• Prompt:
Your answer should consist of the lines in the data below that contain "School".

======

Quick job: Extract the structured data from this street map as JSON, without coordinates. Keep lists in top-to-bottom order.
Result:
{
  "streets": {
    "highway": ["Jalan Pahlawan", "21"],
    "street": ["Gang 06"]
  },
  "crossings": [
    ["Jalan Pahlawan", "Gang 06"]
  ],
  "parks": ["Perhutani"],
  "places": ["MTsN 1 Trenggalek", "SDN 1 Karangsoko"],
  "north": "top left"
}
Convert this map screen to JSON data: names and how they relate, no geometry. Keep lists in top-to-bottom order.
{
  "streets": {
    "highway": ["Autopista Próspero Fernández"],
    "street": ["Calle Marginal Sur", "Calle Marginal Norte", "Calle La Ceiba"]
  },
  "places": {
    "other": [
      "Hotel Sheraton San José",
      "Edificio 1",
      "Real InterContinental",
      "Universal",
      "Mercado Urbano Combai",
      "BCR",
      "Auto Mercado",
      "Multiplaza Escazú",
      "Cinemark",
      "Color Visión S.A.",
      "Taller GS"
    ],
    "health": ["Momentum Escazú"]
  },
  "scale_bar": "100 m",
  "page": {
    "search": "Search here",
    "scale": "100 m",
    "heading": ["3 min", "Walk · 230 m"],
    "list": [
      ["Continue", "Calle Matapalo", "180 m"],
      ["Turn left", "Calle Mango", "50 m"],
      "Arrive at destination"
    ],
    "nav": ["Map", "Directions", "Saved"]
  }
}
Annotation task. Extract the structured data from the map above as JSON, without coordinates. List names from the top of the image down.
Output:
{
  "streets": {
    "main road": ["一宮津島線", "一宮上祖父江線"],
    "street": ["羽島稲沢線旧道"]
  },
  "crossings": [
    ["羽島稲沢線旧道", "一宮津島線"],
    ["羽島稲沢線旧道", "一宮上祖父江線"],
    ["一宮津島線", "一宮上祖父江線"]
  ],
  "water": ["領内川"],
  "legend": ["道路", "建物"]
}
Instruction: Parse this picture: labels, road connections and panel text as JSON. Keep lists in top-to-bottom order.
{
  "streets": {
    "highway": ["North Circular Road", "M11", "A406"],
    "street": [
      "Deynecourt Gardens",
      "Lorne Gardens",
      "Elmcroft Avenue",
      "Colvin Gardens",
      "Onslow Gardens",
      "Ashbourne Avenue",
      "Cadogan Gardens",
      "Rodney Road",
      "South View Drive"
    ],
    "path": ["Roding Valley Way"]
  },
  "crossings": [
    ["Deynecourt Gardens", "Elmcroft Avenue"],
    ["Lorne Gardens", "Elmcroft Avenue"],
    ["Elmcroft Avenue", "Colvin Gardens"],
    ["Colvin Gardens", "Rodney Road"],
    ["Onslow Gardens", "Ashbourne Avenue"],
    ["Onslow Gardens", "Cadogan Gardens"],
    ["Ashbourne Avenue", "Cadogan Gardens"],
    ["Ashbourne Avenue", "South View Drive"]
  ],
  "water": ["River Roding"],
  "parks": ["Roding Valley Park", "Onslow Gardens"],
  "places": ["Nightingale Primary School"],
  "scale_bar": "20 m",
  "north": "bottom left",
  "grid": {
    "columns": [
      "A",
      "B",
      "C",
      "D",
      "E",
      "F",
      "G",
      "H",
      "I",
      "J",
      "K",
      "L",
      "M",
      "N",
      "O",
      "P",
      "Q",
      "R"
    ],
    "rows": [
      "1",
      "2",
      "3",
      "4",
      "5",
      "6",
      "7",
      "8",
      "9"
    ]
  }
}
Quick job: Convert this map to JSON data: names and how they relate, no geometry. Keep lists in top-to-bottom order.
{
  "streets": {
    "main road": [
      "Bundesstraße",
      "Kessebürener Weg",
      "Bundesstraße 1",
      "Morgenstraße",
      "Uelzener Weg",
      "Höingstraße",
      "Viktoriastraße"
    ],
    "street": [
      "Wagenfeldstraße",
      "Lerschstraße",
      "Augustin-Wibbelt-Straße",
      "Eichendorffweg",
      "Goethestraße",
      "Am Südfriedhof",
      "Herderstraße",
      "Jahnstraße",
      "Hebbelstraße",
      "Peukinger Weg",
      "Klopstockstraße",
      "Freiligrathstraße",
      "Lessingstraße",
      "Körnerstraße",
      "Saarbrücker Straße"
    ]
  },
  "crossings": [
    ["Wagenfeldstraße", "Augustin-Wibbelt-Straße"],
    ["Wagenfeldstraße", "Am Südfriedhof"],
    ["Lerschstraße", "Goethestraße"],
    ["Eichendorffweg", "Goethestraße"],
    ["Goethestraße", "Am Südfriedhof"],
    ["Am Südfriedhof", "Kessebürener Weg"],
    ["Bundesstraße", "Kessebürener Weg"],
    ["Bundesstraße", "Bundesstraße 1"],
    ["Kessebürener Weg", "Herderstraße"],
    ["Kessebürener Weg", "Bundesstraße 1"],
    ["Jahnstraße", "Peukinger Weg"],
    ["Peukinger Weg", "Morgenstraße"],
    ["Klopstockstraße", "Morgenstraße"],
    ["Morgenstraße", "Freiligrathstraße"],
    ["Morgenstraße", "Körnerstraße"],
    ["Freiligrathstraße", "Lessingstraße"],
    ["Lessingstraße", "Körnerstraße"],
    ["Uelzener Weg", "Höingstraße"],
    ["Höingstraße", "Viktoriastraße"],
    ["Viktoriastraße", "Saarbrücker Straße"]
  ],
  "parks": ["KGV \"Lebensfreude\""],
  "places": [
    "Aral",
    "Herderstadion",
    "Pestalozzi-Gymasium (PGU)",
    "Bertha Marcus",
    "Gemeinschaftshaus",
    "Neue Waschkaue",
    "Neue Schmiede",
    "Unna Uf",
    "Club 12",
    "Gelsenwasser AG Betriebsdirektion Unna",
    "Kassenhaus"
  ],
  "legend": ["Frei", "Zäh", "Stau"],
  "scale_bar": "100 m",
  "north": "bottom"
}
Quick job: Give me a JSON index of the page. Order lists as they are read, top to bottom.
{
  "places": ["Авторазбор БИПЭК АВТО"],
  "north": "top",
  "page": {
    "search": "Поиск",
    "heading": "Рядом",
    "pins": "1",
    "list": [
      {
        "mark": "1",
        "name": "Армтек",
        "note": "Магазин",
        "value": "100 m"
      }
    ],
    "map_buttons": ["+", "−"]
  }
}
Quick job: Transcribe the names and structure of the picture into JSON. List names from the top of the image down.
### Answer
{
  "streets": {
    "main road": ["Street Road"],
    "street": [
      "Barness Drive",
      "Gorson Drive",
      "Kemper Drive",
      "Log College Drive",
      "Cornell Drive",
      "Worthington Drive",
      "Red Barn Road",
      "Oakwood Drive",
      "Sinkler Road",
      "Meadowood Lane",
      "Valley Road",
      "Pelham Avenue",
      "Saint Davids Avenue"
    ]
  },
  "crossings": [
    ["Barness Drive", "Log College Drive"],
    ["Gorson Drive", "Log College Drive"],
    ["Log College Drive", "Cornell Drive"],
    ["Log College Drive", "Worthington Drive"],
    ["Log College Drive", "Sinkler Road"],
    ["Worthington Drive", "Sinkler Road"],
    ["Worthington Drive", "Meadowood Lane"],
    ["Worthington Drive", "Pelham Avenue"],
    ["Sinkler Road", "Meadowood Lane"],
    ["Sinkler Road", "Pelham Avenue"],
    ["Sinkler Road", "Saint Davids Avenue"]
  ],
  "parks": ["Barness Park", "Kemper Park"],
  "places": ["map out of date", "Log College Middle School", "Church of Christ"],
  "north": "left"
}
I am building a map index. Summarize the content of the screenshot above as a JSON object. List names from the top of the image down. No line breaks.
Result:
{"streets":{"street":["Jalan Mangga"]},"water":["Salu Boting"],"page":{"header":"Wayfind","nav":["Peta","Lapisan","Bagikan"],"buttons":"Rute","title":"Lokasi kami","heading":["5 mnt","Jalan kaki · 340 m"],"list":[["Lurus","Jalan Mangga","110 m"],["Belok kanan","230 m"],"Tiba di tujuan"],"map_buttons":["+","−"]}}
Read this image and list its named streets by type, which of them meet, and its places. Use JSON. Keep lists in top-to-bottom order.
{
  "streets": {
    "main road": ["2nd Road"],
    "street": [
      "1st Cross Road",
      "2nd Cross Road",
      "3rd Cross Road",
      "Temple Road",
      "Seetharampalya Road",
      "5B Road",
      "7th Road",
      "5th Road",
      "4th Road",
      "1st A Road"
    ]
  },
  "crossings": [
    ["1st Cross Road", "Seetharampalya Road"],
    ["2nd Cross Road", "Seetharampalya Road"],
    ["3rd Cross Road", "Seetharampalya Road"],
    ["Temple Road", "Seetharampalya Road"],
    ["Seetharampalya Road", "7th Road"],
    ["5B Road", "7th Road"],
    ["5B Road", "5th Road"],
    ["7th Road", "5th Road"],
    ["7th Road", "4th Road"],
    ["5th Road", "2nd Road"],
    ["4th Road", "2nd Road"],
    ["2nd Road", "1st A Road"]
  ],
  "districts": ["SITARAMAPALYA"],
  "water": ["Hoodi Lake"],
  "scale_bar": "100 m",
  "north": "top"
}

======

• Output of the exercise:
  "places": ["Nightingale Primary School"],
  "places": ["map out of date", "Log College Middle School", "Church of Christ"],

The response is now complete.